Washington a annoncé l’imposition de droits de douane sur les importations en provenance de plusieurs pays européens, une escalade inattendue liée à la volonté persistante de Donald Trump d’acquérir le Groenland. Cette décision intervient alors que des manifestations de grande ampleur ont eu lieu au Danemark et au Groenland pour s’opposer à toute annexion américaine.
À compter du 1er février 2026, un tarif de 10 % sera appliqué à toutes les marchandises provenant du Danemark, de la Norvège, de la Suède, de la France, de l’Allemagne, du Royaume-Uni, des Pays-Bas et de la Finlande, a déclaré le président Trump sur son réseau social Truth Social. Il a précisé que ces droits de douane pourraient atteindre 25 % le 1er juin, et rester en vigueur « jusqu’à ce qu’un accord soit conclu pour l’achat complet et total du Groenland ».
Selon Trump, la présence de troupes européennes au Groenland, dans le cadre d’exercices militaires, constitue une menace pour la sécurité mondiale. « Le Danemark, la Norvège, la Suède, la France, l’Allemagne, le Royaume-Uni, les Pays-Bas et la Finlande se sont rendus au Groenland, dans un but inconnu. Il s’agit d’une situation très dangereuse pour la sûreté, la sécurité et la survie de notre planète », a-t-il écrit.
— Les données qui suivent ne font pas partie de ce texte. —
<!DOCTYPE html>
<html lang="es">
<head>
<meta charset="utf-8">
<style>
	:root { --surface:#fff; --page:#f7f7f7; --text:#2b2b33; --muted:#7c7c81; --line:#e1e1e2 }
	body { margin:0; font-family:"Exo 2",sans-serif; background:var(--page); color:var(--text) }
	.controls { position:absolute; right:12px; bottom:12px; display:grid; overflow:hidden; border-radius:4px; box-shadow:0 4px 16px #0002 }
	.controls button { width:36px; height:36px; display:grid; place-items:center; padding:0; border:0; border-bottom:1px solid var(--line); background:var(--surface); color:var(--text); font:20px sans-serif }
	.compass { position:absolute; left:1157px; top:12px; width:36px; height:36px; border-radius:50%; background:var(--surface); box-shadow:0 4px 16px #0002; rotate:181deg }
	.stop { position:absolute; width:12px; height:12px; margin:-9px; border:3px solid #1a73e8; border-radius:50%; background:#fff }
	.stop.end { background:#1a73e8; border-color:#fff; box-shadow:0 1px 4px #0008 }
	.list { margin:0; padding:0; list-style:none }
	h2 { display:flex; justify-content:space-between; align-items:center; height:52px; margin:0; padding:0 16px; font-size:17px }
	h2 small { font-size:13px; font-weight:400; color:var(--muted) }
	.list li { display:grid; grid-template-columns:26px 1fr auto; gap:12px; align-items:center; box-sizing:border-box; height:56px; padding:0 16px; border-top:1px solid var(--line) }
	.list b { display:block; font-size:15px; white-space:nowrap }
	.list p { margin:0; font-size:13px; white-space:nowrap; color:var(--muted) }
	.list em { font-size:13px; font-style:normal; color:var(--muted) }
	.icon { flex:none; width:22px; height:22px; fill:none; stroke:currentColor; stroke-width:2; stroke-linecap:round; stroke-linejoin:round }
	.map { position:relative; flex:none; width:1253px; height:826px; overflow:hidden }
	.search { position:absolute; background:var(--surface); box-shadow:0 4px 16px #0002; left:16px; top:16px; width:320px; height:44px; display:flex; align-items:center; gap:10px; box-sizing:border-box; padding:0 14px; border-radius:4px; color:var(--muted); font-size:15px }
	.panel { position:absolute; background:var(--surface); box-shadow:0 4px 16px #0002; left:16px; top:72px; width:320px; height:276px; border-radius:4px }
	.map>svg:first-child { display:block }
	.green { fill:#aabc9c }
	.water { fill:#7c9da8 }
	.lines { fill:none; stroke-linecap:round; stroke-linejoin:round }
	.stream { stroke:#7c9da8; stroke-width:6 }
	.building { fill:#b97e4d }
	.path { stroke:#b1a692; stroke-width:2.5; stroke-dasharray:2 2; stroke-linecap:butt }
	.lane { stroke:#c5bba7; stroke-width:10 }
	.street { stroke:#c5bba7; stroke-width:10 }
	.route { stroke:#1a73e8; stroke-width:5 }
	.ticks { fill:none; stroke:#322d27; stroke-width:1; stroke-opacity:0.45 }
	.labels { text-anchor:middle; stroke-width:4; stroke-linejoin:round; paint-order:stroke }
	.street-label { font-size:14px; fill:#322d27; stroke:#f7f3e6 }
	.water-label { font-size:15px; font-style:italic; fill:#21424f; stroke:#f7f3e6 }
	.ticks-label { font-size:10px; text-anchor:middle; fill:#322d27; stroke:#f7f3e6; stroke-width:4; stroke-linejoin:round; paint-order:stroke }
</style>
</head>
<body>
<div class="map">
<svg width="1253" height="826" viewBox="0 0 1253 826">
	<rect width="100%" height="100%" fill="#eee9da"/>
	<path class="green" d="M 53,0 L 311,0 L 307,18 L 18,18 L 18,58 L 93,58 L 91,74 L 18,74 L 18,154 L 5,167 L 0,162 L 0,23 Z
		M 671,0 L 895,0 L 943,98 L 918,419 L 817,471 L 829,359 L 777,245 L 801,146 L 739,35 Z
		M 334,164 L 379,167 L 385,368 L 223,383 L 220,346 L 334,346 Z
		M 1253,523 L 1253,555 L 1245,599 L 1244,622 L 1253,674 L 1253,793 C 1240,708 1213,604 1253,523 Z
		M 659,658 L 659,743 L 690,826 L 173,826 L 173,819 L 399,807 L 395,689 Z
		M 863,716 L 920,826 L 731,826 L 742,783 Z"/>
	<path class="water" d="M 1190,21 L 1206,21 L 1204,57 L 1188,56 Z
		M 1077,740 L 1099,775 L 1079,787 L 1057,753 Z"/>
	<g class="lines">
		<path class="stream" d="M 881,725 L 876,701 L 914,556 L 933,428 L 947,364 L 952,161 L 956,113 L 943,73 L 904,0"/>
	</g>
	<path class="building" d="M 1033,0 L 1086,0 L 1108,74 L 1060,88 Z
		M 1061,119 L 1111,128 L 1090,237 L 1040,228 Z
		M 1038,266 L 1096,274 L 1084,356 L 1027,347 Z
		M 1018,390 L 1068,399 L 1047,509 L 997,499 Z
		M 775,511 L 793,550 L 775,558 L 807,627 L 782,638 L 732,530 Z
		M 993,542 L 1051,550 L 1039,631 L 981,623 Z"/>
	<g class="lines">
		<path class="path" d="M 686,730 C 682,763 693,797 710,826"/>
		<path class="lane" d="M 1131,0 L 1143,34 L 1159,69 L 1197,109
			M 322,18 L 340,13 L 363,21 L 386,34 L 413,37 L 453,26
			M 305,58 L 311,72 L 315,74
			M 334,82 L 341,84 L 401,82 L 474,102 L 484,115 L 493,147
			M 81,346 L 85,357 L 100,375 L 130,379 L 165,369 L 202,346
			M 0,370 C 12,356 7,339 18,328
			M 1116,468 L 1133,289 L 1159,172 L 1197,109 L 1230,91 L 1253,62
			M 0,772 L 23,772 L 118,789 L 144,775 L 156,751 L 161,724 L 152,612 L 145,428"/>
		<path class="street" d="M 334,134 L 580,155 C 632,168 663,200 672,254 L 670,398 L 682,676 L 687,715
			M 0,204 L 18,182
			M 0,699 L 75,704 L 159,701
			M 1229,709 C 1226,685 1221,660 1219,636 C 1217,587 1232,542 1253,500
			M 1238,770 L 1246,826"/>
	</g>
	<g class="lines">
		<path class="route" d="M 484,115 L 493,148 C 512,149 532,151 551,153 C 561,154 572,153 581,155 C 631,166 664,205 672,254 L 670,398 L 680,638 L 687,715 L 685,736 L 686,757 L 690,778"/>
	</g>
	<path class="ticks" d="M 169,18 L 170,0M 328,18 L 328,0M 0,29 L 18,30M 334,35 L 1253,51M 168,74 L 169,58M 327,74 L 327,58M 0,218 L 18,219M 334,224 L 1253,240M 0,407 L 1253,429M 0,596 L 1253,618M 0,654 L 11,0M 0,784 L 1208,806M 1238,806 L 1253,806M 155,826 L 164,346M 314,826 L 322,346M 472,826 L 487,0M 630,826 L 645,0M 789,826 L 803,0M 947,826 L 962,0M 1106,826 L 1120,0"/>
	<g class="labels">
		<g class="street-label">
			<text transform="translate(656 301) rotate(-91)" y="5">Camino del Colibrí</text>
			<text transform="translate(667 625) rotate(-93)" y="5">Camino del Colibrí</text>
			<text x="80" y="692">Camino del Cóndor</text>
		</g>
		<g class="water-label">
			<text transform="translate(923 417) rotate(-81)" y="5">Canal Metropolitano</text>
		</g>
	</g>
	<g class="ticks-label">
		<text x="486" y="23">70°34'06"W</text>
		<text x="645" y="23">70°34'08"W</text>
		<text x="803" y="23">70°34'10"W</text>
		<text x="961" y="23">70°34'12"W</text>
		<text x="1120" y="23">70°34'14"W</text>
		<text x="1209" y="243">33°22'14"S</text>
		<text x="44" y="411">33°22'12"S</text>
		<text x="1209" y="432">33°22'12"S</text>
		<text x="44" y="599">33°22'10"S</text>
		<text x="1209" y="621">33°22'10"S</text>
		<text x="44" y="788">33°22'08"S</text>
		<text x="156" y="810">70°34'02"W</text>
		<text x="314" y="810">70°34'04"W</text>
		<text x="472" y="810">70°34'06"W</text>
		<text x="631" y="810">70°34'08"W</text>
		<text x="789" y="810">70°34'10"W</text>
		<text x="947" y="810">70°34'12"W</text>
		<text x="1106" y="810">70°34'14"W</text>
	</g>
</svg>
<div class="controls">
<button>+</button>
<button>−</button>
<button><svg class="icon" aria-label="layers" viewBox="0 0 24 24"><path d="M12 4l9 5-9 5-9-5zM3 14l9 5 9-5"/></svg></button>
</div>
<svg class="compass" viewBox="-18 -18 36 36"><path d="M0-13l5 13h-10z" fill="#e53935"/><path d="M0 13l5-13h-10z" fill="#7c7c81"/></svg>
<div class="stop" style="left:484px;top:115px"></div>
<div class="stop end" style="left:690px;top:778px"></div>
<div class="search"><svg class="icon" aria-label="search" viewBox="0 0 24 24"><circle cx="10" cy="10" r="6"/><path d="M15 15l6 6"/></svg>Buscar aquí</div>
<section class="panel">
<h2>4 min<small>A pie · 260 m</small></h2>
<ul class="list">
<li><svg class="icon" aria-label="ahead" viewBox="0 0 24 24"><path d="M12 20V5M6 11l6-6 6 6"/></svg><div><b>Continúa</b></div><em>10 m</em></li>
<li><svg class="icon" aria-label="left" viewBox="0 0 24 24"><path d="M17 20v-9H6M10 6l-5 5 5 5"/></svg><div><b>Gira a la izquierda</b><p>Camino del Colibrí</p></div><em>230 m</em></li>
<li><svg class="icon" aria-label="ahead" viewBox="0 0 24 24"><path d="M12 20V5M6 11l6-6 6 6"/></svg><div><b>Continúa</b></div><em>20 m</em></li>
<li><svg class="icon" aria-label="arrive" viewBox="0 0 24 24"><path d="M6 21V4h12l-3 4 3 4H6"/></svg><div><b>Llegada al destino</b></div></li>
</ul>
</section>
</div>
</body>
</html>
La réaction des dirigeants européens n’a pas tardé. Le Premier ministre britannique Rishi Sunak a dénoncé une mesure « totalement erronée », soulignant que la sécurité collective des alliés de l’OTAN ne saurait être remise en question par de telles sanctions. « Appliquer des droits de douane aux alliés pour assurer la sécurité collective des alliés de l’OTAN est totalement erroné », a-t-il affirmé, ajoutant qu’il aborderait cette question directement avec la Maison Blanche. Il a réaffirmé que « Notre position sur le Groenland est très claire : il fait partie du Royaume du Danemark et son avenir est l’affaire des Groenlandais et des Danois ».
Le président français Emmanuel Macron a qualifié les tarifs douaniers d’« inacceptables », affirmant que « Aucune intimidation ni menace ne nous influencera, ni en Ukraine, ni au Groenland, ni ailleurs dans le monde lorsque nous serons confrontés à de telles situations ».
Par ailleurs, le Danemark a renforcé sa présence militaire au Groenland et a mené des exercices conjoints avec ses alliés européens. Le ministre danois des Affaires étrangères, Lars Løkke Rasmussen, a précisé que Copenhague investissait dans des équipements militaires modernes – « des navires, des drones, des avions de combat, etc. » – pour assurer la sécurité dans l’Arctique, en réponse aux pressions américaines.
Des milliers de personnes ont manifesté samedi dans plusieurs villes danoises (Copenhague, Aarhus, Aalborg, Odense) et à Nuuk, la capitale du Groenland, pour exprimer leur opposition à un éventuel rachat du territoire par les États-Unis. À Nuuk, des manifestants ont défilé vers le consulat américain, brandissant des pancartes sur lesquelles on pouvait lire « Le Groenland n’est pas à vendre ».
Le Premier ministre groenlandais, Jens-Frederik Nielsen, a réaffirmé que son pays choisirait le Danemark plutôt que les États-Unis si une telle décision devait être prise. « Notre pays n’est pas l’objet de la rhétorique des superpuissances. Nous sommes un peuple. Une terre. Et la démocratie », a-t-il déclaré. « Cela doit être respecté. Surtout par les amis proches et fidèles ». Les sondages d’opinion confirment un large rejet de l’idée d’une intégration du Groenland aux États-Unis.
Cette nouvelle escalade intervient alors que Donald Trump a fréquemment utilisé les droits de douane comme levier de négociation lors de son second mandat, obtenant des concessions de l’Inde, de la Chine et du Royaume-Uni en échange d’allègements tarifaires.